Climate change to force nitrogen ‘fixing’ bacteria into overdrive
Atmospheric nitrogen ‘fixation’ is one of the most critical important aspect of life on Earth as nitrogen is important for life to grow. Very few bacteria can ‘fix’ this atmospheric nitrogen and experts have found that climate change isn’t going to play nice with them forcing them into overdrive and then ultimately extinction.
Trichodesmium, is one of the few organisms that help out other forms of life on Earth by providing them with free supply of nitrogen. Researchers have found through their study that increased carbon dioxide concentrations in oceans resulting from climate change could push Tricho into a mode where they just work overtime – reproducing faster and also producing lots and lots of nitrogen.
Researchers found that increased ocean acidification causes an evolutionary change that is irreversible and because of this the Tricho will eventually go into so great an overdrive that they will eventually gobble up all the essential nutrients that they need for their growth and trigger a die-off so great that will pave way for their extinction. With no Trichos, there will be no nitrogen ‘fixation’ and eventually a problem for other forms of life on Earth.
For their study, published in Nature Communications, researchers from University of Southern California in collaboration with Massachusetts-based Woods Hole Oceanographic Institution studied several generations of Trichodesmium in lab setup of high concentrations of carbon dioxide – a condition that simulates the possible atmospheric composition in 2100 if current levels of pollution continues.

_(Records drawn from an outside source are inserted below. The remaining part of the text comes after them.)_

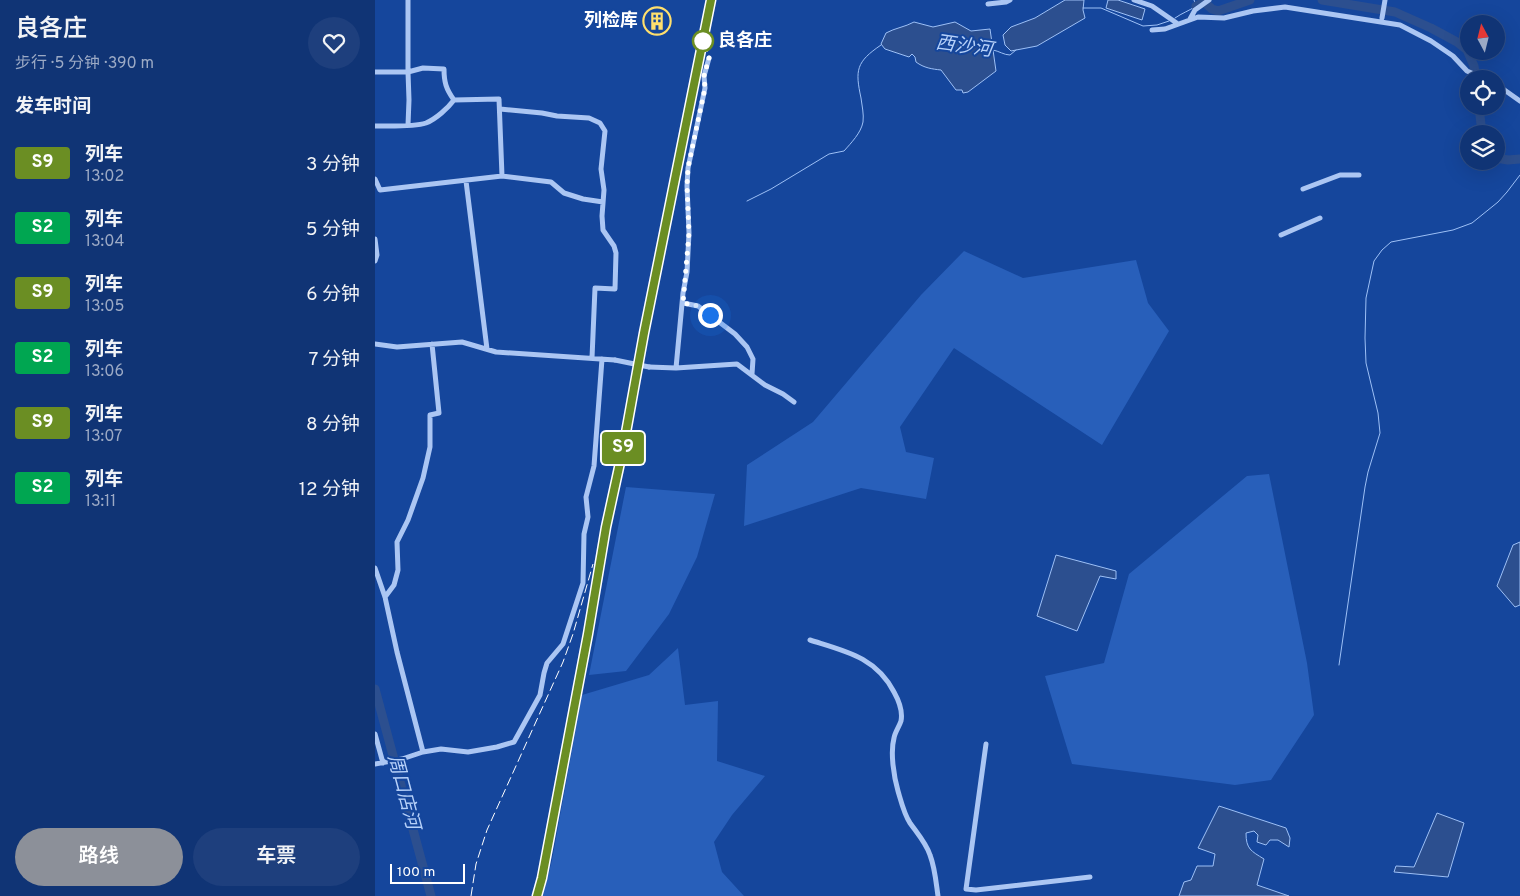 <!DOCTYPE html>
<html lang="zh">
<head>
<meta charset="utf-8">
<style>
  :root { --surface:#103475; --page:#1e3f7d; --text:#f1f3f6; --muted:#9caac5; --line:#304f87; --accent:#8c9099 }
  body { margin:0; font-family:Overpass,"Noto Sans SC",sans-serif; background:var(--page); color:var(--text); height:100vh; display:flex; flex-direction:column; font-size:19px; white-space:nowrap }
  * { box-sizing:border-box; margin:0 }
  p { font-size:16px; color:var(--muted) }
  .icon { flex:none; width:28px; height:28px; fill:none; stroke:currentColor; stroke-width:2; stroke-linecap:round; stroke-linejoin:round }
  .map { position:relative; flex:1; overflow:hidden }
  .details { display:flex; flex-direction:column; background:var(--surface); width:375px }
  .details>* { flex:none }
  .badge { padding:0 10px; border-radius:4px; font-size:18px; line-height:32px }
  .needle { width:32px; rotate:353deg }
  .fabs { position:absolute; left:1085px; top:15px; display:grid; gap:10px }
  .fabs a { display:grid; place-items:center; width:45px; height:45px; border-radius:50%; background:var(--surface); box-shadow:0 5px 20px #0002,0 0 0 1px var(--line); font-size:25px }
  .scale { position:absolute; left:15px; bottom:12px; width:75px; box-sizing:border-box; padding-left:5px; border:2px solid #fff; border-top:0; font-size:14px; line-height:18px; white-space:nowrap; color:#fff; -webkit-text-stroke:4px #15469c; paint-order:stroke }
  .you { position:absolute; width:25px; height:25px; margin:-12px; border:4px solid #fff; border-radius:50%; background:#1a73e8; box-shadow:0 0 0 8px #1a73e833 }
  .map>.badge { position:absolute; translate:-50% -50%; box-shadow:0 0 0 2px #fff }
  h2 { padding:0 15px; font-size:19px; line-height:45px }
  .round { display:grid; place-items:center; flex:none; width:52px; height:52px; border-radius:26px; background:var(--page) }
  .headline { display:flex; align-items:center; justify-content:space-between; height:85px; padding:0 15px }
  h1 { font-size:24px; font-weight:600; line-height:38px }
  .action { display:flex; gap:10px; margin-top:auto; padding:10px 15px }
  .action a { flex:1; height:58px; border-radius:30px; background:var(--accent); color:#fff; font-size:20px; font-weight:600; line-height:58px; text-align:center }
  .action a+a { background:var(--page); color:var(--text) }
  ul { padding:0; list-style:none }
  li { display:flex; align-items:center; gap:15px; height:65px; padding:0 15px }
  li div { flex:1 }
  li b { display:block; font-size:19px }
  li em { font-style:normal }
  li .badge { min-width:55px; font-weight:700; text-align:center }
  main { display:flex; flex:1; min-height:0 }
  .map>svg:first-child { display:block }
  .green { fill:#285fba }
  .water { fill:#2c4f8f; stroke:#9dc0f6 }
  .lines { fill:none; stroke-linecap:round; stroke-linejoin:round }
  .stream { stroke:#9dc0f6; stroke-width:1 }
  .river { stroke:#2c4f8f; stroke-width:9 }
  .minor { stroke:#abc6f3; stroke-width:5 }
  .rail { stroke:#fff; stroke-width:1; stroke-dasharray:9 4; stroke-linecap:butt }
  .minor-bridge { stroke:#abc6f3; stroke-width:5 }
  .line-casing { stroke:#fff; stroke-width:11 }
  .line { stroke:#6b8e23; stroke-width:8 }
  .walk { stroke:#fff; stroke-width:5; stroke-dasharray:0 9 }
  .stop-dot { fill:#fff; stroke:#6b8e23; stroke-width:2.5 }
  .labels { text-anchor:middle; dominant-baseline:central; stroke-width:4; stroke-linejoin:round; paint-order:stroke }
  .poi-label { font-size:18px; font-weight:bold; fill:#fff; stroke:#15469c; text-anchor:end }
  .stop-label { font-size:18px; font-weight:bold; fill:#fff; stroke:#15469c; text-anchor:start }
  .water-label { font-size:19px; font-style:italic; fill:#b7d1f9; stroke:#15469c }
</style>
</head>
<body>
<main>
<section class="details">
<div class="headline"><div><h1>良各庄</h1><p>步行 · 5 分钟 · 390 m</p></div><a class="round"><svg class="icon" aria-label="heart" viewBox="0 0 24 24"><path d="M12 20l-8-8c-3-5 5-10 8-4 3-6 11-1 8 4z"/></svg></a></div>
<h2>发车时间</h2>
<ul>
<li><span class="badge" style="background:#6b8e23;color:#fff">S9</span><div><b>列车</b><p>13:02</p></div><em>3 分钟</em></li>
<li><span class="badge" style="background:#00a651;color:#fff">S2</span><div><b>列车</b><p>13:04</p></div><em>5 分钟</em></li>
<li><span class="badge" style="background:#6b8e23;color:#fff">S9</span><div><b>列车</b><p>13:05</p></div><em>6 分钟</em></li>
<li><span class="badge" style="background:#00a651;color:#fff">S2</span><div><b>列车</b><p>13:06</p></div><em>7 分钟</em></li>
<li><span class="badge" style="background:#6b8e23;color:#fff">S9</span><div><b>列车</b><p>13:07</p></div><em>8 分钟</em></li>
<li><span class="badge" style="background:#00a651;color:#fff">S2</span><div><b>列车</b><p>13:11</p></div><em>12 分钟</em></li>
</ul>
<div class="action"><a>路线</a><a>车票</a></div>
</section>
<div class="map">
<svg width="1145" height="896" viewBox="0 0 1145 896">
  <rect width="100%" height="100%" fill="#15469c"/>
  <!-- green -->
  <path class="green" d="M589,251L648,278L761,260L773,303L794,331L727,445L579,348L525,427L531,452L559,458L551,499L486,488L369,526L372,465L438,422L546,295Z
    M894,474L932,663L939,715L896,780L860,785L697,764L670,676L729,663L754,574L872,476Z
    M251,487L340,494L322,557L294,614L251,671L214,675Z
    M303,648L310,705L343,701L342,761L390,776L357,815L339,842L347,872L369,896H168L177,860L207,695L274,675Z"/>
  <!-- water -->
  <path class="water" d="M690,0H709L708,10L710,18L662,46L636,51L630,45L628,35L636,27L660,18Z
    M733,0H743L770,9L767,20L731,8Z
    M539,22L558,27L580,22L596,31L615,29L621,71L593,92L588,93L587,90H581L566,70C557,69 549,68 541,62L540,57L537,54L534,57L510,49L506,44L511,33C520,28 530,27 539,22Z
    M1145,542V605L1140,607L1122,586L1138,545Z
    M681,555L741,571V579L725,576L702,631L662,616Z
    M844,806L911,828L915,838L914,847L903,840H895L891,845L882,842L883,835L879,831L871,833C871,849 876,851 889,859L882,885L914,896H804L809,882L816,880L822,866H838L840,854L823,848Z
    M1062,813L1089,823L1073,877L1019,872L1021,866L1039,867Z"/>
  <g class="lines">
    <!-- stream -->
    <path class="stream" d="M708,8H726L768,26L782,25L794,21
      M800,18C807,13 814,11 821,6L819,0
      M618,50C624,51 629,55 635,55L641,50
      M372,201L396,189L454,154L469,151C476,143 486,133 488,122C489,114 487,106 486,98C480,70 481,62 506,45
      M964,665L990,487L993,472L1005,433L1003,413L991,363L990,338L991,298L999,261L1007,250L1016,242L1078,230L1097,223L1123,202L1132,192L1145,175"/>
    <!-- river -->
    <path class="river" d="M947,0L1020,12L1056,28L1082,42L1092,50L1099,66L1101,79
      M821,6L829,2L837,9L843,11L875,0
      M1104,106L1107,134
      M1121,158L1133,160L1145,159
      M0,689L56,896"/>
    <!-- minor -->
    <path class="minor" d="M759,0L777,6L803,24
      M613,4L631,2L635,0
      M1007,18L1010,0
      M815,19L820,10L834,0
      M777,30L790,29L823,17L849,18L878,11L910,7L1025,25L1056,41L1078,56L1092,71L1110,79
      M0,72H33L48,68L69,69C69,82 71,89 79,100
      M1121,84L1145,101
      M125,109L167,113L182,116L214,118L225,123L230,131L226,169L229,190L227,216L228,230L239,246L241,253L240,289L220,288L217,358
      M33,125L34,100L33,72V0
      M0,126C14,126 39,127 51,123C61,119 73,108 79,100L124,99L127,176
      M0,179L5,190L127,176L176,182L189,193L208,199L228,202
      M91,181L112,349
      M928,189L965,175H984
      M906,235L945,218
      M0,239L2,255L0,261
      M308,303L323,306L360,334L372,347L378,359L377,374
      M0,344L22,347L87,342L121,352L240,360
      M274,367L301,368L362,364L390,385L408,394L419,402
      M301,368L308,293L312,272L314,233L312,186L313,168L330,88L329,76L334,58
      M0,568L10,597L22,652L48,752L27,759L0,764
      M10,597L19,585L23,570L22,542L33,520L48,478L55,447V415L64,413L57,344
      M435,640C470,651 501,657 519,692C524,701 528,711 526,721C524,727 520,732 519,738C515,753 519,777 523,791C526,801 529,814 535,823C542,833 551,843 555,855C560,868 561,882 563,896
      M0,734L8,763
      M611,744L591,889L601,890L715,877
      M48,752L66,749L93,752L122,747L139,742L165,695L169,673L172,663L188,644L208,583L209,534L213,517L211,497L219,466L227,359"/>
    <!-- rail -->
    <path class="rail" d="M96,896L101,864L112,830L188,662L198,634L218,564
      M162,896L167,878L213,634L231,527L248,449L269,333L336,0"/>
    <!-- minor-bridge -->
    <path class="minor-bridge" d="M240,360L274,367"/>
  </g>
  <g class="lines">
    <!-- line casing -->
    <g class="line-casing">
      <path id="line" d="M162,896L167,878L213,634L231,527L248,449L269,333L336,0"/>
    </g>
    <!-- line -->
    <use href="#line" class="line"/>
    <!-- walk -->
    <path class="walk" d="M328,41L334,58L329,76L330,88L313,168L312,186L314,233L308,303L323,306L335,315"/>
  </g>
  <!-- icons -->
  <defs>
    <g id="building-ring" transform="scale(1.4375)"><circle r="9.5" fill="#15469c" stroke="#ffdf6d" stroke-width="1.5"/><path d="M-4-6H4V6H1V3H-1V6H-4ZM-2.5-4.3h1.7v1.8h-1.7ZM.8-4.3h1.7v1.8H.8ZM-2.5-1h1.7V.8h-1.7ZM.8-1h1.7V.8H.8Z" fill="#ffdf6d"/></g>
  </defs>
  <g fill-rule="evenodd">
    <use href="#building-ring" x="282" y="21"/>
  </g>
  <!-- markers -->
  <circle class="stop-dot" cx="328" cy="41" r="10"/>
  <g class="labels">
    <!-- poi labels -->
    <g class="poi-label">
      <text x="263" y="21">列检库</text>
    </g>
    <!-- stop labels -->
    <g class="stop-label">
      <text x="343" y="41">良各庄</text>
    </g>
    <!-- water labels -->
    <g class="water-label">
      <text transform="translate(589 47) rotate(8)">西沙河</text>
      <text transform="translate(28 792) rotate(75)">周口店河</text>
    </g>
  </g>
</svg>
<div class="fabs">
<a><svg class="needle" viewBox="-14 -14 28 28"><path d="M0-13l5 13h-10z" fill="#e53935"/><path d="M0 13l5-13h-10z" fill="#9caac5"/></svg></a>
<a><svg class="icon" aria-label="locate" viewBox="0 0 24 24"><circle cx="12" cy="12" r="6"/><path d="M12 2v4M12 18v4M2 12h4M18 12h4"/></svg></a>
<a><svg class="icon" aria-label="layers" viewBox="0 0 24 24"><path d="M12 4l9 5-9 5-9-5zM3 14l9 5 9-5"/></svg></a>
</div>
<div class="scale">100 m</div>
<div class="you" style="left:335px;top:315px"></div>
<b class="badge" style="left:248px;top:448px;background:#6b8e23;color:#fff">S9</b>
</div>
</main>
</body>
</html>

Researchers observed increased ocean acidification forced evolutionary reaction into Tricho that not only made them work harder but also reproduce faster. Researchers found that the bacteria were not able to reverse this amped-up state even when they were placed in normal conditions where the CO2 concentrations were lower.
Further, Tricho needs phosphorous and iron for their growth and with these nutrients already in limited supply in marine conditions, the increase growth and reproduction rate will make the oceans iron and phosphorous deficient. Once the levels of these two elements decline, Tricho will die and such a situation would be disastrous for other marine life.
David Hutchins, lead author of the study and professor at the USC Dornsife College of Letters, Arts and Sciences, explained that losing one’s ability to regulate growth rate isn’t good for any organism. “The last thing you want is to be stuck with these high growth rates when there aren’t enough nutrients to go around. It’s a losing strategy in the struggle to survive”, he said.
Researchers are now looking to carry out DNA analysis of Tricho to understand the reason behind the irreversible evolution.